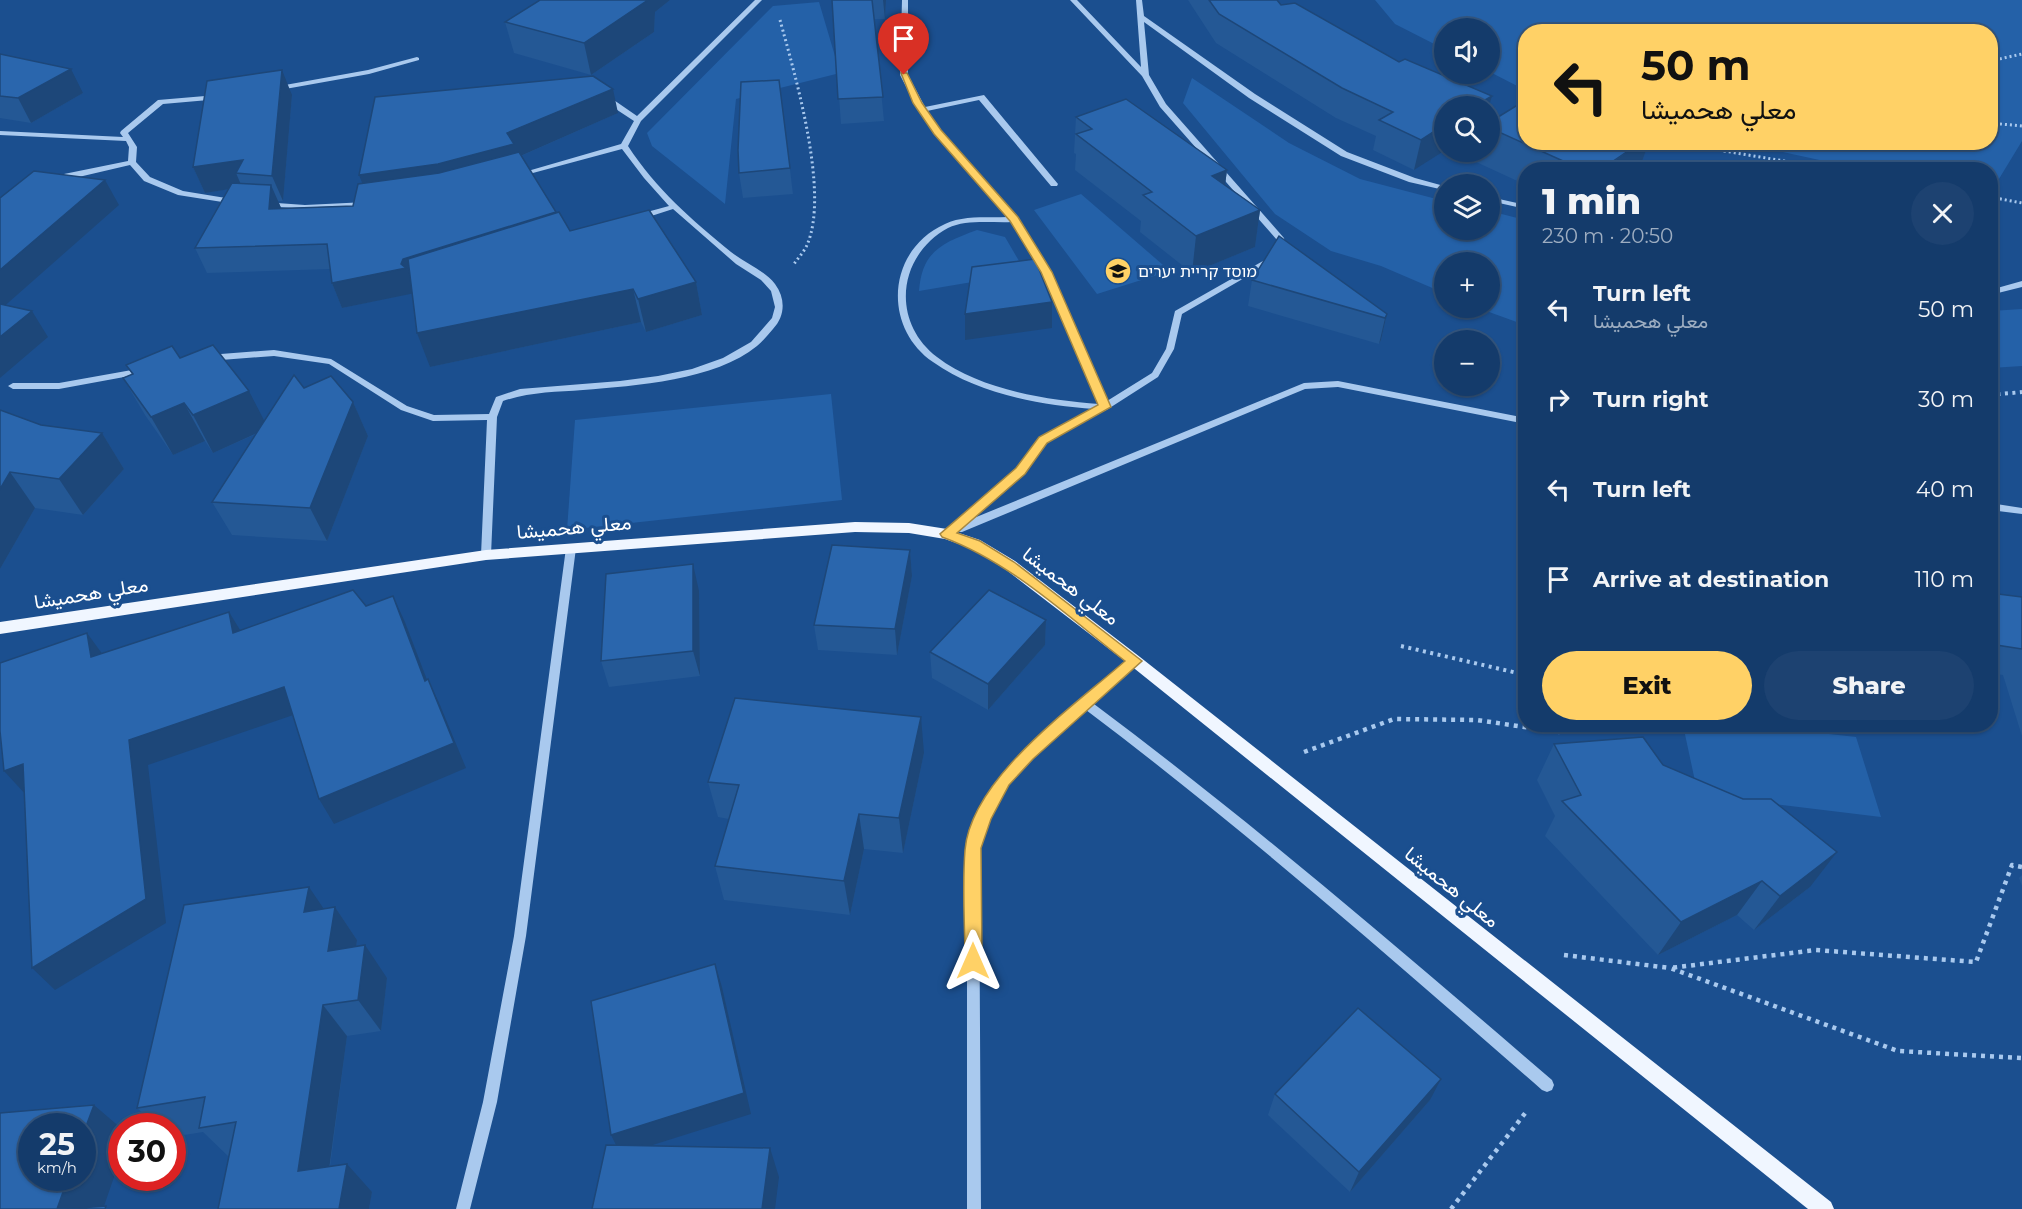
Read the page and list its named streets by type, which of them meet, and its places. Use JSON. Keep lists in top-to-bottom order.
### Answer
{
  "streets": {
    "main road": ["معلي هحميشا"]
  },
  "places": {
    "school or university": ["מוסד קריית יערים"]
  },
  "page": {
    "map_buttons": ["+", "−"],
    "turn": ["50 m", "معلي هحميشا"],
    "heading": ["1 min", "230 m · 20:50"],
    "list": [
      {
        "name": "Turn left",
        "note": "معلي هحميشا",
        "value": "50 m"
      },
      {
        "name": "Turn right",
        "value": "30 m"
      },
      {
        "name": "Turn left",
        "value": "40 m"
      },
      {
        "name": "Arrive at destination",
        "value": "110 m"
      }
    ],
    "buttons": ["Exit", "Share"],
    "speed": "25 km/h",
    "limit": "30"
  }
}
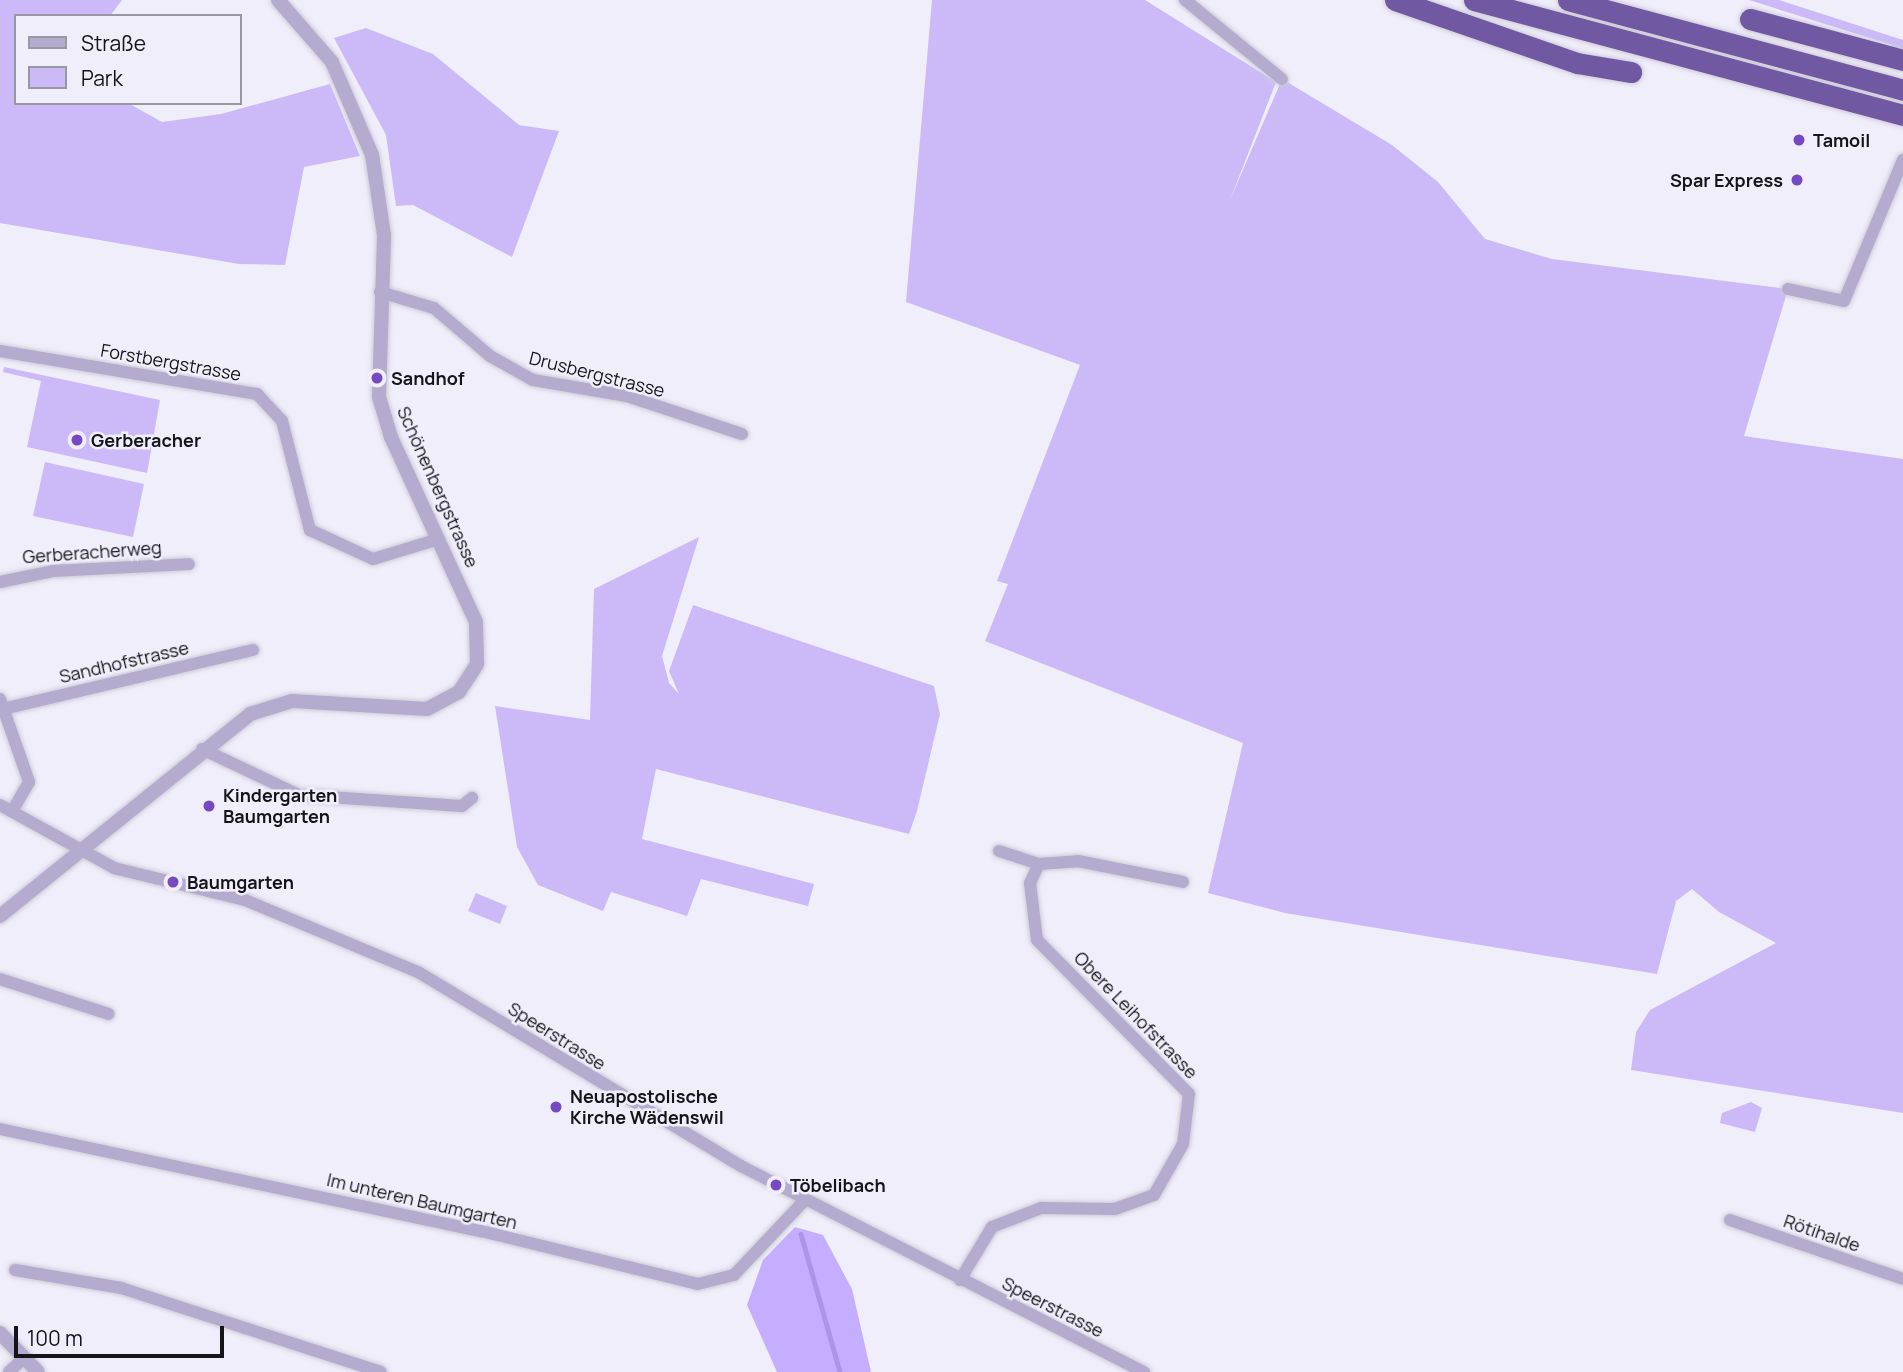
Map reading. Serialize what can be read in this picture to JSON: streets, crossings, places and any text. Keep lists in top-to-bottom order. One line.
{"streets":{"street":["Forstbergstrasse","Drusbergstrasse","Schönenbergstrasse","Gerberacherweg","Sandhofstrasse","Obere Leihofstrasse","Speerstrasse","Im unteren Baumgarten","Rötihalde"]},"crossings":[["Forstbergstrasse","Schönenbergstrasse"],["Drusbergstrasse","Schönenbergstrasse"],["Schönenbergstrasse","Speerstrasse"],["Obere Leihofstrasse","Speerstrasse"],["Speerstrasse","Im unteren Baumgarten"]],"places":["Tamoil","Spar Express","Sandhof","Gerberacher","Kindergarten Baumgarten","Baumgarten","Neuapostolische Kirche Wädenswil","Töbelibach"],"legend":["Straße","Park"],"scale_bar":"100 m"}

┄┄┄┄┄┄┄┄┄┄

- **Exercise description**
Your copy must match the records above word for word and contain no pictures.

- **Reply to the exercise**
Read the page and list its named streets by type, which of them meet, and its places. Use JSON. Keep lists in top-to-bottom order.
### Answer
{
  "streets": {
    "main road": ["معلي هحميشا"]
  },
  "places": {
    "school or university": ["מוסד קריית יערים"]
  },
  "page": {
    "map_buttons": ["+", "−"],
    "turn": ["50 m", "معلي هحميشا"],
    "heading": ["1 min", "230 m · 20:50"],
    "list": [
      {
        "name": "Turn left",
        "note": "معلي هحميشا",
        "value": "50 m"
      },
      {
        "name": "Turn right",
        "value": "30 m"
      },
      {
        "name": "Turn left",
        "value": "40 m"
      },
      {
        "name": "Arrive at destination",
        "value": "110 m"
      }
    ],
    "buttons": ["Exit", "Share"],
    "speed": "25 km/h",
    "limit": "30"
  }
}
Map reading. Serialize what can be read in this picture to JSON: streets, crossings, places and any text. Keep lists in top-to-bottom order. One line.
{"streets":{"street":["Forstbergstrasse","Drusbergstrasse","Schönenbergstrasse","Gerberacherweg","Sandhofstrasse","Obere Leihofstrasse","Speerstrasse","Im unteren Baumgarten","Rötihalde"]},"crossings":[["Forstbergstrasse","Schönenbergstrasse"],["Drusbergstrasse","Schönenbergstrasse"],["Schönenbergstrasse","Speerstrasse"],["Obere Leihofstrasse","Speerstrasse"],["Speerstrasse","Im unteren Baumgarten"]],"places":["Tamoil","Spar Express","Sandhof","Gerberacher","Kindergarten Baumgarten","Baumgarten","Neuapostolische Kirche Wädenswil","Töbelibach"],"legend":["Straße","Park"],"scale_bar":"100 m"}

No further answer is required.